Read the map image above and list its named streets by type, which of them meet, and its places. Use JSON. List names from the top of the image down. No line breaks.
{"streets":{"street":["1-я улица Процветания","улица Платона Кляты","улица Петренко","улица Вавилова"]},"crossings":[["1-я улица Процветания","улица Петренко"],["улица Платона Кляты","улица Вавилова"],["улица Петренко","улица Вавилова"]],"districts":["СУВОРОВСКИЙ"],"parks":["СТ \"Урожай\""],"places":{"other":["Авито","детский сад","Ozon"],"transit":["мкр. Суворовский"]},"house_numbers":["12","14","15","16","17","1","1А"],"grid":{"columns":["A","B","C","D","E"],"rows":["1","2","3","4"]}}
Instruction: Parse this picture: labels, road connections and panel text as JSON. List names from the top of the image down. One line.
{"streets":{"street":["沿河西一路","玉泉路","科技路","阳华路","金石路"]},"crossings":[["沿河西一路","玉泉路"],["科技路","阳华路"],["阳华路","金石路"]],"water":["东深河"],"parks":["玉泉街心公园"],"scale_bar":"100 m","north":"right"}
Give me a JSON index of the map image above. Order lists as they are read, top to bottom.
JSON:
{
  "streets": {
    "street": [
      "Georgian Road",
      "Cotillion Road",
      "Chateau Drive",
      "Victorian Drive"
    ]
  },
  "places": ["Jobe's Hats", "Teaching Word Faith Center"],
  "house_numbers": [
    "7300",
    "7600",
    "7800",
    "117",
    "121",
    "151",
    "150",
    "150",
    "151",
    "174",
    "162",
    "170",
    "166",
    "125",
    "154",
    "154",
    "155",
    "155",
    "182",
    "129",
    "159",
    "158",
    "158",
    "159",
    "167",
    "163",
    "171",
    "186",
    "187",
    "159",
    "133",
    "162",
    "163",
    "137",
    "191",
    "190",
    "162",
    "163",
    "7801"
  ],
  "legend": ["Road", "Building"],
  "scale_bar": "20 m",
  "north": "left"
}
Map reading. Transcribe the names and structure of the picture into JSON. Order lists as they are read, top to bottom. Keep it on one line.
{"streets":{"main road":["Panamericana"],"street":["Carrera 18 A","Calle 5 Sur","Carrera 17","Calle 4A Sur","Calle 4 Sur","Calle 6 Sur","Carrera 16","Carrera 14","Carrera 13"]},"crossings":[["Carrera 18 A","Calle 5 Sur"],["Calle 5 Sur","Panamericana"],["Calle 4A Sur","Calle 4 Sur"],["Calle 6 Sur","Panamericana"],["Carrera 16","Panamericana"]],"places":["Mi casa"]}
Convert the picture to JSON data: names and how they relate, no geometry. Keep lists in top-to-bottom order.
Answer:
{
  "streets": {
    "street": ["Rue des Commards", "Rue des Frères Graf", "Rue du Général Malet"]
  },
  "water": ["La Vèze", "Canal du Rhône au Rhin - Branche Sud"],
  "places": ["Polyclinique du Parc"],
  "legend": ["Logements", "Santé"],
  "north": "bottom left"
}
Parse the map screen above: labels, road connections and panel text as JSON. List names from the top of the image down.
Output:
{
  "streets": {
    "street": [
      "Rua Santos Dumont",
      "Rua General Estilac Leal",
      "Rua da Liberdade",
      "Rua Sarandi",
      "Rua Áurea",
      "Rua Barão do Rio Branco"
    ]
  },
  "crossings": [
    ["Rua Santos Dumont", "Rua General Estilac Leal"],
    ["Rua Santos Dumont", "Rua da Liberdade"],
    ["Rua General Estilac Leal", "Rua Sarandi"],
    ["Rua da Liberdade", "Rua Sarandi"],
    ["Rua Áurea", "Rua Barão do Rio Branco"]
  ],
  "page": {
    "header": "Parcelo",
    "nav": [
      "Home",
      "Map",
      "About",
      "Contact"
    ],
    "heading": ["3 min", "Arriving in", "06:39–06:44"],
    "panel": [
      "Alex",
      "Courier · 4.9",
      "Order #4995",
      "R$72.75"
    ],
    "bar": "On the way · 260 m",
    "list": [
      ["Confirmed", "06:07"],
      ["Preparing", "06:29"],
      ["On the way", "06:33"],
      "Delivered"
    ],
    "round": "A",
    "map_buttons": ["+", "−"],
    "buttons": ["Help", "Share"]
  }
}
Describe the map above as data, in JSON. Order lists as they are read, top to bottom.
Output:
◆ ◆ ◆
- AIM OF THE TASK -
Word for word, repeat every entry listed above.

- WRITTEN SOLUTION -
Read the map image above and list its named streets by type, which of them meet, and its places. Use JSON. List names from the top of the image down. No line breaks.
{"streets":{"street":["1-я улица Процветания","улица Платона Кляты","улица Петренко","улица Вавилова"]},"crossings":[["1-я улица Процветания","улица Петренко"],["улица Платона Кляты","улица Вавилова"],["улица Петренко","улица Вавилова"]],"districts":["СУВОРОВСКИЙ"],"parks":["СТ \"Урожай\""],"places":{"other":["Авито","детский сад","Ozon"],"transit":["мкр. Суворовский"]},"house_numbers":["12","14","15","16","17","1","1А"],"grid":{"columns":["A","B","C","D","E"],"rows":["1","2","3","4"]}}
Instruction: Parse this picture: labels, road connections and panel text as JSON. List names from the top of the image down. One line.
{"streets":{"street":["沿河西一路","玉泉路","科技路","阳华路","金石路"]},"crossings":[["沿河西一路","玉泉路"],["科技路","阳华路"],["阳华路","金石路"]],"water":["东深河"],"parks":["玉泉街心公园"],"scale_bar":"100 m","north":"right"}
Give me a JSON index of the map image above. Order lists as they are read, top to bottom.
JSON:
{
  "streets": {
    "street": [
      "Georgian Road",
      "Cotillion Road",
      "Chateau Drive",
      "Victorian Drive"
    ]
  },
  "places": ["Jobe's Hats", "Teaching Word Faith Center"],
  "house_numbers": [
    "7300",
    "7600",
    "7800",
    "117",
    "121",
    "151",
    "150",
    "150",
    "151",
    "174",
    "162",
    "170",
    "166",
    "125",
    "154",
    "154",
    "155",
    "155",
    "182",
    "129",
    "159",
    "158",
    "158",
    "159",
    "167",
    "163",
    "171",
    "186",
    "187",
    "159",
    "133",
    "162",
    "163",
    "137",
    "191",
    "190",
    "162",
    "163",
    "7801"
  ],
  "legend": ["Road", "Building"],
  "scale_bar": "20 m",
  "north": "left"
}
Map reading. Transcribe the names and structure of the picture into JSON. Order lists as they are read, top to bottom. Keep it on one line.
{"streets":{"main road":["Panamericana"],"street":["Carrera 18 A","Calle 5 Sur","Carrera 17","Calle 4A Sur","Calle 4 Sur","Calle 6 Sur","Carrera 16","Carrera 14","Carrera 13"]},"crossings":[["Carrera 18 A","Calle 5 Sur"],["Calle 5 Sur","Panamericana"],["Calle 4A Sur","Calle 4 Sur"],["Calle 6 Sur","Panamericana"],["Carrera 16","Panamericana"]],"places":["Mi casa"]}
Convert the picture to JSON data: names and how they relate, no geometry. Keep lists in top-to-bottom order.
Answer:
{
  "streets": {
    "street": ["Rue des Commards", "Rue des Frères Graf", "Rue du Général Malet"]
  },
  "water": ["La Vèze", "Canal du Rhône au Rhin - Branche Sud"],
  "places": ["Polyclinique du Parc"],
  "legend": ["Logements", "Santé"],
  "north": "bottom left"
}
Parse the map screen above: labels, road connections and panel text as JSON. List names from the top of the image down.
Output:
{
  "streets": {
    "street": [
      "Rua Santos Dumont",
      "Rua General Estilac Leal",
      "Rua da Liberdade",
      "Rua Sarandi",
      "Rua Áurea",
      "Rua Barão do Rio Branco"
    ]
  },
  "crossings": [
    ["Rua Santos Dumont", "Rua General Estilac Leal"],
    ["Rua Santos Dumont", "Rua da Liberdade"],
    ["Rua General Estilac Leal", "Rua Sarandi"],
    ["Rua da Liberdade", "Rua Sarandi"],
    ["Rua Áurea", "Rua Barão do Rio Branco"]
  ],
  "page": {
    "header": "Parcelo",
    "nav": [
      "Home",
      "Map",
      "About",
      "Contact"
    ],
    "heading": ["3 min", "Arriving in", "06:39–06:44"],
    "panel": [
      "Alex",
      "Courier · 4.9",
      "Order #4995",
      "R$72.75"
    ],
    "bar": "On the way · 260 m",
    "list": [
      ["Confirmed", "06:07"],
      ["Preparing", "06:29"],
      ["On the way", "06:33"],
      "Delivered"
    ],
    "round": "A",
    "map_buttons": ["+", "−"],
    "buttons": ["Help", "Share"]
  }
}
Describe the map above as data, in JSON. Order lists as they are read, top to bottom.
Output:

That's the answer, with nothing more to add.